Dois anos antes, a mãe de Otávio fora hospitalizada. Uma sucessão de
complicações, com nomes médicos estranhos, e explicações pouco compreensíveis,
a levou a óbito. Quando o médico deu a notícia, o rapaz teve dificuldades de respirar,
foi como se ele ficasse sem o ar. Aquela sensação nunca havia ocorrido antes, e
nunca se repetira... não, até aquele dia.
__ Otávio, você está me ouvindo? – Márcio perguntou, ao perceber que o
engenheiro estava alterado
__ Otávio? – Desta vez o chefe chamou mais forte, e colocou sua mão sobre a
do rapaz.
__ Desculpe – respondeu Otávio por fim – Eu... eu não esperava por isto.
__ Nem eu, meu caro; nem eu! – Márcio parecia sinceramente perplexo e
desorientado.
Foi o barulho de outro carro entrando na garagem que despertou Otávio de
seus pensamentos. Por fim ele abriu a porta e saiu do carro. Restava agora encontrar
um jeito de contar aquilo para a esposa. Na verdade, restava mais. Restava agora
encontrar um jeito de recuperar sua identidade.
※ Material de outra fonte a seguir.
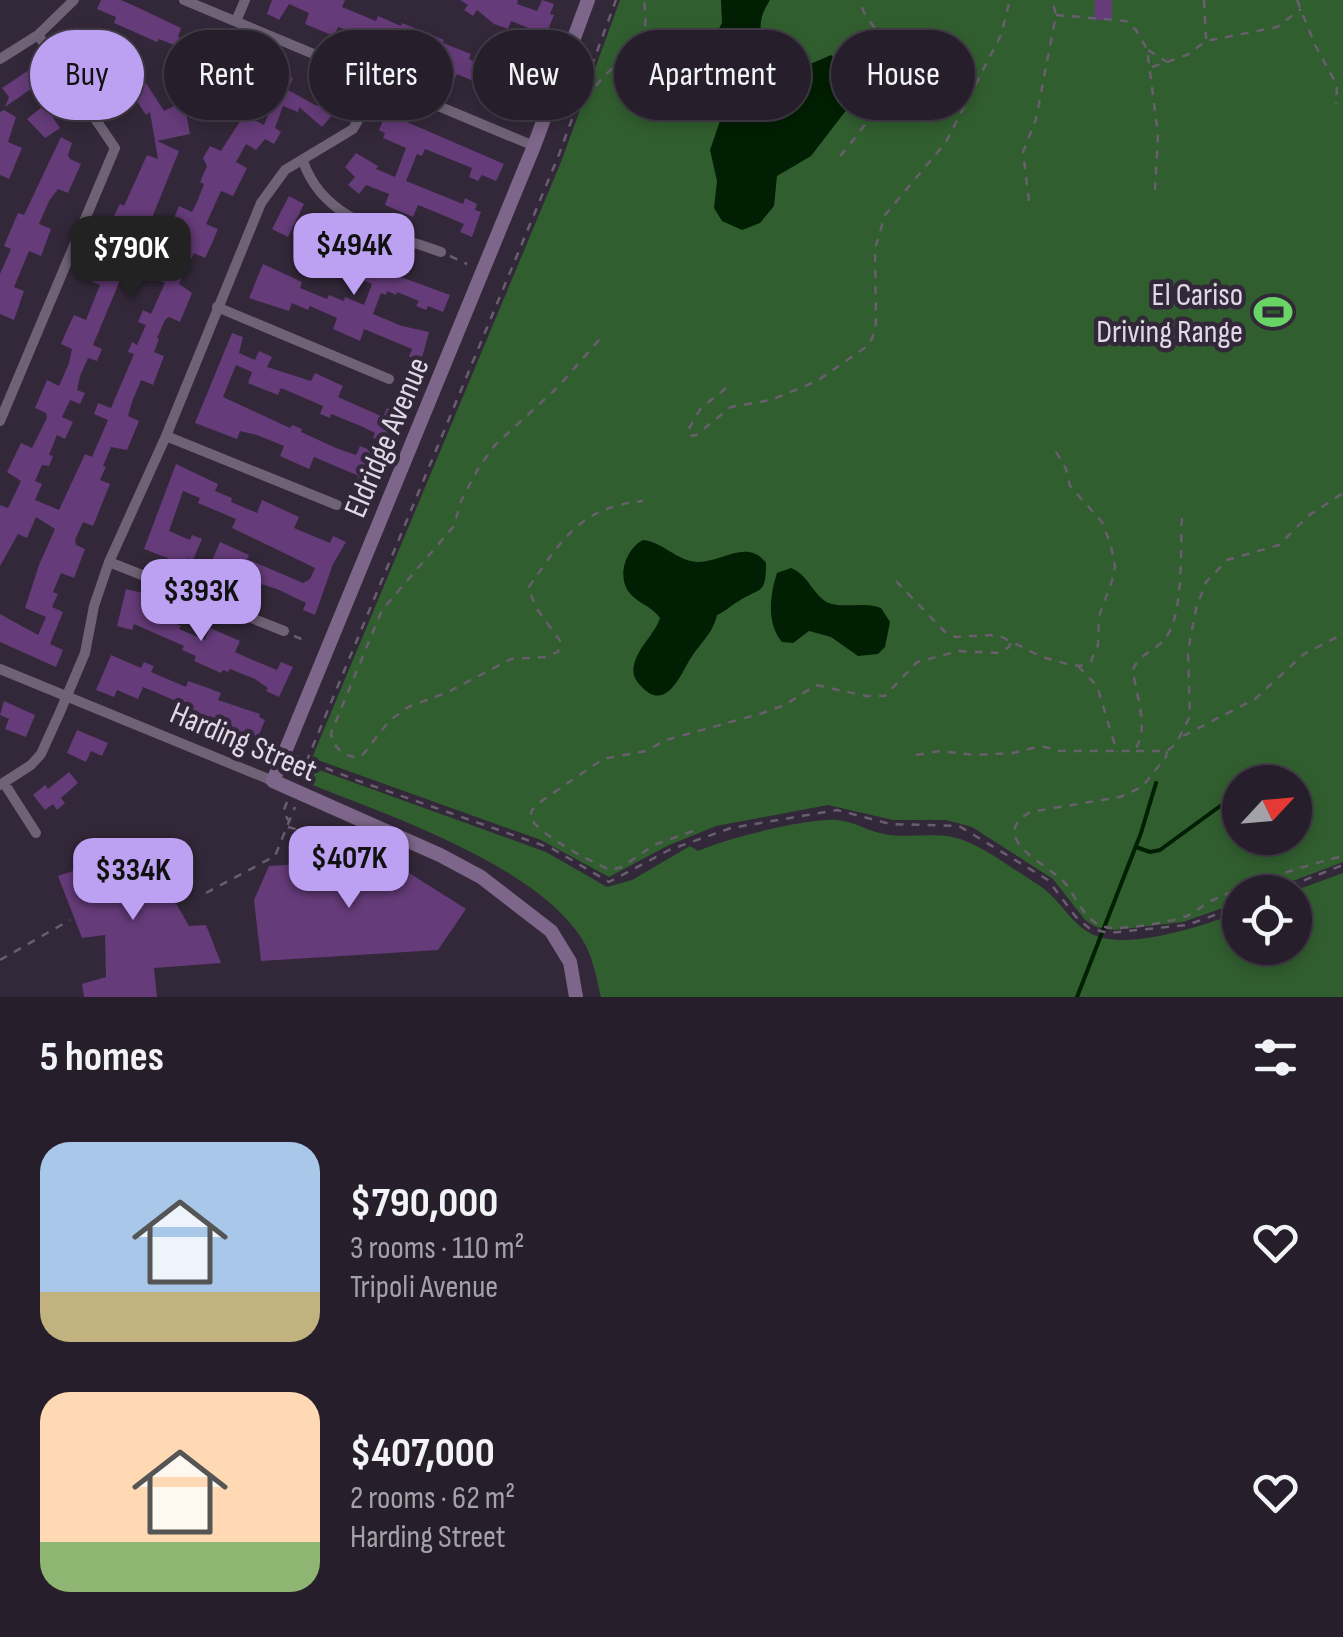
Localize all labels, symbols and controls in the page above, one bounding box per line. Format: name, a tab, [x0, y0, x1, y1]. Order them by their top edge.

Já dentro do elevador, subindo para sua casa, Otávio ainda pensava consigo
mesmo. O engenheiro havia construído seu conceito de auto-estima, apoiado no fato
de que ele tinha um bom cargo, e que era um profissional respeitado. Perder o cargo
fazia com ele perdesse também sua identidade.
Quando finalmente a porta do elevador se abriu, ele caminhou em passos
lentos até a porta de seu apartamento, e pensando que encontraria sua esposa lá
dentro, sentiu-se novamente sem o ar.